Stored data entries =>
————————

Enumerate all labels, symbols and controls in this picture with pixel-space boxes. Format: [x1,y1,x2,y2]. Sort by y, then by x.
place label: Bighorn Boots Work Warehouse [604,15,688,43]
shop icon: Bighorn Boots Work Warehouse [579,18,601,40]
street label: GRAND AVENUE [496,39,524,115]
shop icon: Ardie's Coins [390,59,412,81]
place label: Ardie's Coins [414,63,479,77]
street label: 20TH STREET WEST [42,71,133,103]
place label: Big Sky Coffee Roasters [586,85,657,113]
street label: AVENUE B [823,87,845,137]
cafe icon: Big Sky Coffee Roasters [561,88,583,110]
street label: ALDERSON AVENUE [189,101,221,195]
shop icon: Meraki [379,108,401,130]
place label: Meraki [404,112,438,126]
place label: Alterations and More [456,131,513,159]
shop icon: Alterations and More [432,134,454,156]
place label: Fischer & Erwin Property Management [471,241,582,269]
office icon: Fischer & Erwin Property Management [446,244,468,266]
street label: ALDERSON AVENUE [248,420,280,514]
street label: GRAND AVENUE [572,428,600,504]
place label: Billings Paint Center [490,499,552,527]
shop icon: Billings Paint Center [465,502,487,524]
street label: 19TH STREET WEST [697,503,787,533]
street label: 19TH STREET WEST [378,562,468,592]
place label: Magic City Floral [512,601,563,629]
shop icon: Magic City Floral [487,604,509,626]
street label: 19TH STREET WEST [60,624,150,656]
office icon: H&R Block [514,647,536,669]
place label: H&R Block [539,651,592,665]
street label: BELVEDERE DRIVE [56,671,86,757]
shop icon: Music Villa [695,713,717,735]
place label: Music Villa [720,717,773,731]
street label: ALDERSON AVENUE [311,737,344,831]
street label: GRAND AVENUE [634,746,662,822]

————————

Try it => Each record above should be retyped in full, exactly as shown.

Written solution =>
Enumerate all labels, symbols and controls in this picture with pixel-space boxes. Format: [x1,y1,x2,y2]. Sort by y, then by x.
place label: Bighorn Boots Work Warehouse [604,15,688,43]
shop icon: Bighorn Boots Work Warehouse [579,18,601,40]
street label: GRAND AVENUE [496,39,524,115]
shop icon: Ardie's Coins [390,59,412,81]
place label: Ardie's Coins [414,63,479,77]
street label: 20TH STREET WEST [42,71,133,103]
place label: Big Sky Coffee Roasters [586,85,657,113]
street label: AVENUE B [823,87,845,137]
cafe icon: Big Sky Coffee Roasters [561,88,583,110]
street label: ALDERSON AVENUE [189,101,221,195]
shop icon: Meraki [379,108,401,130]
place label: Meraki [404,112,438,126]
place label: Alterations and More [456,131,513,159]
shop icon: Alterations and More [432,134,454,156]
place label: Fischer & Erwin Property Management [471,241,582,269]
office icon: Fischer & Erwin Property Management [446,244,468,266]
street label: ALDERSON AVENUE [248,420,280,514]
street label: GRAND AVENUE [572,428,600,504]
place label: Billings Paint Center [490,499,552,527]
shop icon: Billings Paint Center [465,502,487,524]
street label: 19TH STREET WEST [697,503,787,533]
street label: 19TH STREET WEST [378,562,468,592]
place label: Magic City Floral [512,601,563,629]
shop icon: Magic City Floral [487,604,509,626]
street label: 19TH STREET WEST [60,624,150,656]
office icon: H&R Block [514,647,536,669]
place label: H&R Block [539,651,592,665]
street label: BELVEDERE DRIVE [56,671,86,757]
shop icon: Music Villa [695,713,717,735]
place label: Music Villa [720,717,773,731]
street label: ALDERSON AVENUE [311,737,344,831]
street label: GRAND AVENUE [634,746,662,822]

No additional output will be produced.